In den vergangenen Monaten hatten gleich mehrere Fleischskandale die Republik erschüttert. Im Januar hatten die Behörden bei Europas größtem Wildbetrieb Berger Wild in Passau rund 1100 Tonnen verdorbenes Fleisch gefunden. Und im Oktober 2005 waren bei der Deggendorfer Frost GmbH teilweise faulige Fleischproben aufgetaucht. Als Konsequenz hatte die Bundesregierung angekündigt, die Rechte der Verbraucher mit dem Verbraucherinformationsgesetz (VIG) zu verbessern, das am 22. September zur Abstimmung in den Bundesrat kommt. Verbraucherschützer halten das Gesetz aber für nicht ausreichend – und fordern nun Nachbesserungen.

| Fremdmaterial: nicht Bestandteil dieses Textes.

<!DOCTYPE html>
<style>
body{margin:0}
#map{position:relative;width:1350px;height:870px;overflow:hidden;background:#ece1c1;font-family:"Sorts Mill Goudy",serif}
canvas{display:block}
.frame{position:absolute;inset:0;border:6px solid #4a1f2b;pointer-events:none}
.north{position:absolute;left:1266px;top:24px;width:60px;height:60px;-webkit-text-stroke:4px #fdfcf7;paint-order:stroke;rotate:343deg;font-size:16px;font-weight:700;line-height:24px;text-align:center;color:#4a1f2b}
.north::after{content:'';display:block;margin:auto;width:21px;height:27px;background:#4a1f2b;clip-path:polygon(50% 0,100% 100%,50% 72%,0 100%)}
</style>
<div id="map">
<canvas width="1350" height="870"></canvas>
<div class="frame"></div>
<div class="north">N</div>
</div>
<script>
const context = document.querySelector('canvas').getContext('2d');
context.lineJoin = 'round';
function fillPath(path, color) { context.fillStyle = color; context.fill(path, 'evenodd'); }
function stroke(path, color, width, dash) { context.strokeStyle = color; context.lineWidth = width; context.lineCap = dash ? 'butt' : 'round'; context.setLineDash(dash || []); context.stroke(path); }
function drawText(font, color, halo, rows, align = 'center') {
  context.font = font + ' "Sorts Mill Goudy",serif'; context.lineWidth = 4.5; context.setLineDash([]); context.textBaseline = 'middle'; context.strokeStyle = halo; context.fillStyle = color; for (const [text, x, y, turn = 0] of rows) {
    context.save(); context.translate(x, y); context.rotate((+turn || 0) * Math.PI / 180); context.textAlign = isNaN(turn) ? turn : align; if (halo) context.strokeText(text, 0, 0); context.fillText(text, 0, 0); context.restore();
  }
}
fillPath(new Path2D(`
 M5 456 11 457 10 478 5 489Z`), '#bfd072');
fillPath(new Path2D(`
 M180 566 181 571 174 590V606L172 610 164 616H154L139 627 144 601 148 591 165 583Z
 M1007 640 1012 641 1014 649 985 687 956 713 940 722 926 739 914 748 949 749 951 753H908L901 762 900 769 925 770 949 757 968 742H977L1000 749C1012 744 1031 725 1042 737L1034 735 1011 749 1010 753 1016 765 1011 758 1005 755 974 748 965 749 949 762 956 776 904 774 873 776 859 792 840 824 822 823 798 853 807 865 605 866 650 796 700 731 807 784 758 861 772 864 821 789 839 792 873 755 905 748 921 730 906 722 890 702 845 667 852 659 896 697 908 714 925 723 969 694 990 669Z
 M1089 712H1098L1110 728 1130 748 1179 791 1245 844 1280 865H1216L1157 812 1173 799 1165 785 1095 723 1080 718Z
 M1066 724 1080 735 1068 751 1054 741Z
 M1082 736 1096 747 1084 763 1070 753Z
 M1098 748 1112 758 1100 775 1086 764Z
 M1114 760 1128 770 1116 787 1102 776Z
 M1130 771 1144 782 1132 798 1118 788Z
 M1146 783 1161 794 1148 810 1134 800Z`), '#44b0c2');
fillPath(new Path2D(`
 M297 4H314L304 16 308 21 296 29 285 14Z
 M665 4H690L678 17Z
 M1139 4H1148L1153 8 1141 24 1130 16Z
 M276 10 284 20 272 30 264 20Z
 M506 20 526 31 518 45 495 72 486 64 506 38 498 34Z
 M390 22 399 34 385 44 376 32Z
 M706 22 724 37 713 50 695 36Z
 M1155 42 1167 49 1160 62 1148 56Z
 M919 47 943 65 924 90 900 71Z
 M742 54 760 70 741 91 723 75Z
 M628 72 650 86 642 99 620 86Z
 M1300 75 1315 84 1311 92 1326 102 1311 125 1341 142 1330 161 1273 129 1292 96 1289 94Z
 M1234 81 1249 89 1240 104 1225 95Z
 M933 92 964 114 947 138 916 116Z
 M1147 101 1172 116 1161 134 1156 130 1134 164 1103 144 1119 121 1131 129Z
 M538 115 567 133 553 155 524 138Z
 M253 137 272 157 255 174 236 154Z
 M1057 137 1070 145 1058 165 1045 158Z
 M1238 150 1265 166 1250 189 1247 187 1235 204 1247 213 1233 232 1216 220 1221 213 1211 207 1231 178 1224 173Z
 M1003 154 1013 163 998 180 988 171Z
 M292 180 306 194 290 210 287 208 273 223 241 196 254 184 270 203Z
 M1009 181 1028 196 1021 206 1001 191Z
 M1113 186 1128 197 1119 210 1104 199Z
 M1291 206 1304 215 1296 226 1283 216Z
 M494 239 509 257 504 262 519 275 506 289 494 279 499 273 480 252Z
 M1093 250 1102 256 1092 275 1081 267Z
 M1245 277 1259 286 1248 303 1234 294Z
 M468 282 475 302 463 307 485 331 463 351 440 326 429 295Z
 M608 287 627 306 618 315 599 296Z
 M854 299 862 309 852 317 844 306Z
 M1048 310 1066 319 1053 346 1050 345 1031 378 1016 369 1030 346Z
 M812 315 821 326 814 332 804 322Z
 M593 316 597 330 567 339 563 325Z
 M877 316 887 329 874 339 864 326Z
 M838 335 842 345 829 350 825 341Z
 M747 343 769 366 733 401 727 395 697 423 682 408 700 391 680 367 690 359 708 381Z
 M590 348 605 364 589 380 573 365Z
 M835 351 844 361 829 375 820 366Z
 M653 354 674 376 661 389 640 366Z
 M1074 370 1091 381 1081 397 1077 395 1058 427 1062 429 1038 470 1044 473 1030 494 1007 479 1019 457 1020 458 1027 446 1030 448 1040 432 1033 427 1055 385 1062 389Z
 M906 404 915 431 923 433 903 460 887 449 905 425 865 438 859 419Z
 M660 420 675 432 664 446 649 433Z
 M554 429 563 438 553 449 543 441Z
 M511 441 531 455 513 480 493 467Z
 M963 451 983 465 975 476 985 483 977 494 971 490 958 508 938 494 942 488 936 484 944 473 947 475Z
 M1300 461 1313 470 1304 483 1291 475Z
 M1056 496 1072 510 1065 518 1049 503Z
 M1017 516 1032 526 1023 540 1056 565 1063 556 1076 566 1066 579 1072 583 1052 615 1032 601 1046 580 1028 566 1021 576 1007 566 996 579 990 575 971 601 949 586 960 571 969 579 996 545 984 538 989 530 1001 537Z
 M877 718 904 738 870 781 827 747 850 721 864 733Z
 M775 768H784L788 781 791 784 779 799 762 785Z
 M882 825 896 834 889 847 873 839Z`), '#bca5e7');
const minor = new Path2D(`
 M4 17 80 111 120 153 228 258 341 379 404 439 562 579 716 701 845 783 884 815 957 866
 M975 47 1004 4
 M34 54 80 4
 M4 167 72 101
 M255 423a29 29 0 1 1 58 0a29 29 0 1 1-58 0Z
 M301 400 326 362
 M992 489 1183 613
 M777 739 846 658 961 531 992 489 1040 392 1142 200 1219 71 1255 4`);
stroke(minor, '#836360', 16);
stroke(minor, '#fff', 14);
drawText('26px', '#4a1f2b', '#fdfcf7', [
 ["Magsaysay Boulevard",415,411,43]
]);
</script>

„Seit dem letzten Gammelfleischskandal hat sich nichts geändert“, ärgert sich Barbara Hohl von der Verbraucherrechtsorganisation Foodwatch. Das geplante Gesetz werde künftige Skandale nicht verhindern, weil es in der vorliegenden Fassung wirkungslos sei. Foodwatch forderte den Bundesrat deshalb auf, dem VIG die Zustimmung zu verweigern. Stattdessen seien wirkungsvollere Strafen für Betrüger und mehr Transparenz nötig. Wenn die Kontrollergebnisse veröffentlicht würden, könnten Händler sich selbst ein Bild machen, welche Lieferanten seriös seien. Auch die frühere Verbraucherschutzministerin Renate Künast (Grüne) nannte das von Seehofer vorgelegte Verbraucherinformationsschutzgesetz „sehr weich“. Sie drängt auf rückhaltlose Aufklärung. „Es muss geklärt werden, wo und ob Kontrollen stattgefunden haben“, sagte Künast am Rande einer Fraktionstagung in Berlin. Bayern sei nicht das erste Mal ein „Ort von Skandalen“. Durch Stellenstreichungen hätten Lebensmittelkontrolleure dort offenbar nicht „die Finger hinreichend drauf gehabt“. Auch sei zu fragen, was ihr Amtsnachfolger Horst Seehofer (CSU) getan habe, um solche Skandale zu verhindern. Die Kontrolleure selbst sind skeptisch, dass man unseriösen Fleischhändlern mit Gesetzen besser auf die Schliche kommt. „Kriminelle Machenschaften kann man nicht verhindern“, sagte Robert Fischer, Chef der Bayerischen Lebensmittelkontrolleure. „Da reagiert Kommissar Zufall.“ Hunderprozentige Sicherheit gebe es nicht, betont auch Roswitha Steinbrenner, die Sprecherin der Berliner Gesundheitssenatorin. Sie rät Verbrauchern, besser hinzusehen und von Waren, bei denen sie kein gutes Gefühl haben, die Finger zu lassen.